■ Data section:
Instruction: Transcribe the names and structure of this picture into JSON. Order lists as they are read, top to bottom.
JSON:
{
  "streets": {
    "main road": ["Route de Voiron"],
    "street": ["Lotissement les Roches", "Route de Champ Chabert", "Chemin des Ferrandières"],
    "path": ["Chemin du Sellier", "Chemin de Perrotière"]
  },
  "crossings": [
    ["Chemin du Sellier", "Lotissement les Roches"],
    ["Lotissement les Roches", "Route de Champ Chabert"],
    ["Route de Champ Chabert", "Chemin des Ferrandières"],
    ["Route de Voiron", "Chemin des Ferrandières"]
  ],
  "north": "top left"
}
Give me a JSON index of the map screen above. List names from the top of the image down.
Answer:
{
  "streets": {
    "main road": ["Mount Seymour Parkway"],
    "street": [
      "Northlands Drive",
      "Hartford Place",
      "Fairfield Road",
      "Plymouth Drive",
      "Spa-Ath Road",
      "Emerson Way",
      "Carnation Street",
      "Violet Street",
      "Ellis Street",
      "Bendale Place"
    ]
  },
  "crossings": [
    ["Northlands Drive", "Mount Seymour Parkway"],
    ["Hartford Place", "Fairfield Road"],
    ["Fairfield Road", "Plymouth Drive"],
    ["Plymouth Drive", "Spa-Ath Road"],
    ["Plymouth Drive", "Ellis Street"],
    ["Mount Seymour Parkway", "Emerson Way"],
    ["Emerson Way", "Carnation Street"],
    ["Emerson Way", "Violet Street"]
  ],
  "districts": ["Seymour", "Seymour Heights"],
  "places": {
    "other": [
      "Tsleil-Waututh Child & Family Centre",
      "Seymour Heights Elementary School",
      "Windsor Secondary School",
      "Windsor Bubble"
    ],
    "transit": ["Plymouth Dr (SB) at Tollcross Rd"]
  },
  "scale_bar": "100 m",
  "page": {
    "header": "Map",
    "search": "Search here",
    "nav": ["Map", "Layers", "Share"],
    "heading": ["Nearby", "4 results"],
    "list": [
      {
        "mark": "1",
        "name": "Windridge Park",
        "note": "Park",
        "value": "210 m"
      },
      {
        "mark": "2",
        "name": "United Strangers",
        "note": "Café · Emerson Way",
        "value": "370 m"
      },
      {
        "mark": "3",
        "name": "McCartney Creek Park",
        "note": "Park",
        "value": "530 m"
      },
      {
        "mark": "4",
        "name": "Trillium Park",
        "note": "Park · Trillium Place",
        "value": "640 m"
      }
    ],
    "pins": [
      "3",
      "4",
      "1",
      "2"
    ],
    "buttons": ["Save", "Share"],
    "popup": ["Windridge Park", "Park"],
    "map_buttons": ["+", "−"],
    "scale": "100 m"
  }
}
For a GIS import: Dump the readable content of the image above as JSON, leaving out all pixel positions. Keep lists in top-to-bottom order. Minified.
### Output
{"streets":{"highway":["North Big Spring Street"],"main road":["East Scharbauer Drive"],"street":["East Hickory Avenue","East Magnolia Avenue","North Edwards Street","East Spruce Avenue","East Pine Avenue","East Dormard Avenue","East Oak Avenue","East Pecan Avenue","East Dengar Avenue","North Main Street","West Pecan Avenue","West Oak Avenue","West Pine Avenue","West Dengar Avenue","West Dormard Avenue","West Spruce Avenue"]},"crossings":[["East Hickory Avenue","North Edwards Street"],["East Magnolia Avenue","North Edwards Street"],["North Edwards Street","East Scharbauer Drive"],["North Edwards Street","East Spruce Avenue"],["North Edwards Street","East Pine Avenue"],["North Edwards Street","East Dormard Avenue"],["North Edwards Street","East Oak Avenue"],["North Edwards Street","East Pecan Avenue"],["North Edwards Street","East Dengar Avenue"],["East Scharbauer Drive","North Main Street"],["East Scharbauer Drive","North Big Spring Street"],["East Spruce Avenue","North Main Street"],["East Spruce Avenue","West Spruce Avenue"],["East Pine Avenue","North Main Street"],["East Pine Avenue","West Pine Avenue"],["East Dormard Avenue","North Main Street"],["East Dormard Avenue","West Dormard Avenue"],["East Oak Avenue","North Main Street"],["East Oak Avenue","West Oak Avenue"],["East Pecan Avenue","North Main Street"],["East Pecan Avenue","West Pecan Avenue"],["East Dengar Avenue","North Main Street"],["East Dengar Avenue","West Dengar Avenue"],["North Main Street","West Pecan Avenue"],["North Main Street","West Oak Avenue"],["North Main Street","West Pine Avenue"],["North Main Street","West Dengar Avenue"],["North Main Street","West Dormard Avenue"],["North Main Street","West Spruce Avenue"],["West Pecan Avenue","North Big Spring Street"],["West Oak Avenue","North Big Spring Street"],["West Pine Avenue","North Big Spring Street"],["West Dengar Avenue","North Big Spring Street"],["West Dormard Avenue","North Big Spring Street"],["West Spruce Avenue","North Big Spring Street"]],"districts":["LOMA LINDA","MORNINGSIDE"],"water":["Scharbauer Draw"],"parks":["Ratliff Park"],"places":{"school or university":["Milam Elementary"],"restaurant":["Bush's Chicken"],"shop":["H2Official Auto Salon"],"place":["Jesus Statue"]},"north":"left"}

■ About this task: All that is needed is a number: the count of lines in the listing that hold "above".

■ Result for this task: 2